(Provided data begins)

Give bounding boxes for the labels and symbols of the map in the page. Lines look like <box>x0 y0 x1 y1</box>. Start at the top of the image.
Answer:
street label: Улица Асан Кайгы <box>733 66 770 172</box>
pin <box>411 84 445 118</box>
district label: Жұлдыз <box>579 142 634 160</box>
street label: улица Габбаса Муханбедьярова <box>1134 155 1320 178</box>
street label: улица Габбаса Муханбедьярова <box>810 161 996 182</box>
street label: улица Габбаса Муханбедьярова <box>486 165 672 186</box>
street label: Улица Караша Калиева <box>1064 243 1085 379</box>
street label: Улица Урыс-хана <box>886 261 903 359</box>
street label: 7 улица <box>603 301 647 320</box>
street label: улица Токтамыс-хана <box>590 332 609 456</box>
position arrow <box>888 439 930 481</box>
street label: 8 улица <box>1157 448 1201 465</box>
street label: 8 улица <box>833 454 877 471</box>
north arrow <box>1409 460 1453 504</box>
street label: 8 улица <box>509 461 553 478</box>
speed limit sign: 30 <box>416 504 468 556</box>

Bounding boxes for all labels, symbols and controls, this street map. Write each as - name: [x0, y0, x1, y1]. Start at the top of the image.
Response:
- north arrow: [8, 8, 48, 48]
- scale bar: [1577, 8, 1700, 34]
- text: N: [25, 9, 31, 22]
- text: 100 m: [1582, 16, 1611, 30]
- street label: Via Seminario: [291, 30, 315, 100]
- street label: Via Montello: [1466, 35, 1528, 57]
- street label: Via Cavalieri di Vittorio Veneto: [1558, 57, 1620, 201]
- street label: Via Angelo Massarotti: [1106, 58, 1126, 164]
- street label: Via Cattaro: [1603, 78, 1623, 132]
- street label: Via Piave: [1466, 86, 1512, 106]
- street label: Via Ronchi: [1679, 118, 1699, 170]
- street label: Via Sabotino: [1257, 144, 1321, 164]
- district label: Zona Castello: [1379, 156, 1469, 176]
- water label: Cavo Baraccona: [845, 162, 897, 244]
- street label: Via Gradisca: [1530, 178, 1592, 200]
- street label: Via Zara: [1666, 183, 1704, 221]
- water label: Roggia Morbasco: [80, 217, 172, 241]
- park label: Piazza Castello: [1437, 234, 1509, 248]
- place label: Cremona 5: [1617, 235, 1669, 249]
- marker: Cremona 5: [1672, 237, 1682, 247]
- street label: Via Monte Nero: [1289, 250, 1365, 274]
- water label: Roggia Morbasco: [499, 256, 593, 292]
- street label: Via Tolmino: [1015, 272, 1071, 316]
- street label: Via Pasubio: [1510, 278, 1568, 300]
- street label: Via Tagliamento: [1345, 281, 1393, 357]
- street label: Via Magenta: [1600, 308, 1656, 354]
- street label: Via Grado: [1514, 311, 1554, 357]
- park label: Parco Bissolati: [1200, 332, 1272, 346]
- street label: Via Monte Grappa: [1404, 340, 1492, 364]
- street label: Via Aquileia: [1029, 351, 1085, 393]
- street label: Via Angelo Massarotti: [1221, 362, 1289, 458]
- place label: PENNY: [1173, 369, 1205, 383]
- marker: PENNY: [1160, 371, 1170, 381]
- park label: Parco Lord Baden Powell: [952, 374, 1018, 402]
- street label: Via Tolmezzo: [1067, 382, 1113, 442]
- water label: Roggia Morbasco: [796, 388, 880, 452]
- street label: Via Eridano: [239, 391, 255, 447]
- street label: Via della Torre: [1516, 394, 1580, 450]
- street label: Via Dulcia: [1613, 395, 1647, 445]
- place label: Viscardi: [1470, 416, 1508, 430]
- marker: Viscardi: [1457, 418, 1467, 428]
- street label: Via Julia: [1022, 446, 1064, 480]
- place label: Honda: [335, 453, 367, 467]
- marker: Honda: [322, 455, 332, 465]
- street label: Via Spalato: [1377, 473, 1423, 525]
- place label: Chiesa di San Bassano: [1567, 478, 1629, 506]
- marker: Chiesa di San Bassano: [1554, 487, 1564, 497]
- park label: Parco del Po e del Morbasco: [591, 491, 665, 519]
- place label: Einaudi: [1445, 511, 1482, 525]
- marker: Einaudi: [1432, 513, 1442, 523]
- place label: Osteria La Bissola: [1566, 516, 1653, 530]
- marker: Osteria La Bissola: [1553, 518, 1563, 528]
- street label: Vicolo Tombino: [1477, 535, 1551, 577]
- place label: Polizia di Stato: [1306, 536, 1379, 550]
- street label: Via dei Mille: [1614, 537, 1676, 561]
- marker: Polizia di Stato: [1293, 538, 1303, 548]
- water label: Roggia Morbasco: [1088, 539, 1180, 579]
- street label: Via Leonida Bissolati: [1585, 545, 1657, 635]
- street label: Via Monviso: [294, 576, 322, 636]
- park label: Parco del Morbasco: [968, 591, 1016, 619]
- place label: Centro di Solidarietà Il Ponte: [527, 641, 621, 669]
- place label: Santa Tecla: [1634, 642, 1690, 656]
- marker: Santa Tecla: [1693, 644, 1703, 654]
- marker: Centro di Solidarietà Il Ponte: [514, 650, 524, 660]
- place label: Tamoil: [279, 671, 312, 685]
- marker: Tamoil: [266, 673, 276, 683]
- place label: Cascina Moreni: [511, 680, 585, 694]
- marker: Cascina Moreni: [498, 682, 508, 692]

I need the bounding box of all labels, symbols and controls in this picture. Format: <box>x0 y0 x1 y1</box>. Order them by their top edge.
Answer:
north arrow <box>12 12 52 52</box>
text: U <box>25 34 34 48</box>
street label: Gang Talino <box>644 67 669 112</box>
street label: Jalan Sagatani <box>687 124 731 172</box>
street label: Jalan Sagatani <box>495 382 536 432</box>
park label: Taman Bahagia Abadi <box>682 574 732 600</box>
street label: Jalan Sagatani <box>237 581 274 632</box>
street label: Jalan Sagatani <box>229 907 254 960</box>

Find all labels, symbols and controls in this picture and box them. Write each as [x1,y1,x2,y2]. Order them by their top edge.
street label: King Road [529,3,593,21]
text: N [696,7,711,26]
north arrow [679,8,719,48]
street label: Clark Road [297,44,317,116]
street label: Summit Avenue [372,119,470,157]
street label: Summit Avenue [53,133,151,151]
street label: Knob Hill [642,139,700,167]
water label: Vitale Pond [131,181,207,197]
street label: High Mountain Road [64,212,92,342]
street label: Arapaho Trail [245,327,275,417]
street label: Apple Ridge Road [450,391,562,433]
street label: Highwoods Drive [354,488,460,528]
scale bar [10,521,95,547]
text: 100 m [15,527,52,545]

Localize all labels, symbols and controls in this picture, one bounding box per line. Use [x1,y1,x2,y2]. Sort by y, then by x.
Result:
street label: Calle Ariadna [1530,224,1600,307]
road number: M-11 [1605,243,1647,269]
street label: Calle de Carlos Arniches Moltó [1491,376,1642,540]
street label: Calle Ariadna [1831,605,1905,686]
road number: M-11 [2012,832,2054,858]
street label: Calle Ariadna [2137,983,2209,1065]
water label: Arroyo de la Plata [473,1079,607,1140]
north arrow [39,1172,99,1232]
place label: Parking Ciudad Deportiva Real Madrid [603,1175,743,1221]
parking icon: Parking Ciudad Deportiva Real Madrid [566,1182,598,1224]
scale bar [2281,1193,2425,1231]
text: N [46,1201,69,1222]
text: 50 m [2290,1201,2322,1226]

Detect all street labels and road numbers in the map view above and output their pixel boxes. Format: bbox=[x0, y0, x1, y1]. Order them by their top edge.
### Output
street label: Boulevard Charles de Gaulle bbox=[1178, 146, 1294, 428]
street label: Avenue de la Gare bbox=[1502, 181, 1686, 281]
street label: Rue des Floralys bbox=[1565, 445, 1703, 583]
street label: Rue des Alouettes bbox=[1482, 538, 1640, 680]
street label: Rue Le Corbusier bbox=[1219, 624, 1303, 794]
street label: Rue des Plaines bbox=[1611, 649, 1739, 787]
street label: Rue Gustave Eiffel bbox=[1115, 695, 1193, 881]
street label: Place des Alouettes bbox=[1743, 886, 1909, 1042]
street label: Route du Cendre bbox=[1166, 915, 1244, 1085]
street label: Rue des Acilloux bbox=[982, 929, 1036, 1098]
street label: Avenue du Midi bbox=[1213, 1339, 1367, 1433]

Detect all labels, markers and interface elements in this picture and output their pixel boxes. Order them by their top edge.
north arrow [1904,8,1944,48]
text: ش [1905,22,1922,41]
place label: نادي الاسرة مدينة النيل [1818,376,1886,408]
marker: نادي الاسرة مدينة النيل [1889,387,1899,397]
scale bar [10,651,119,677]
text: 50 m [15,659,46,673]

(Provided data ends)

• **Task**: A complete answer gives every line of the data that includes "Start".

• **Your solution**:
Give bounding boxes for the labels and symbols of the map in the page. Lines look like <box>x0 y0 x1 y1</box>. Start at the top of the image.
Bounding boxes for all labels, symbols and controls, this street map. Write each as - name: [x0, y0, x1, y1]. Start at the top of the image.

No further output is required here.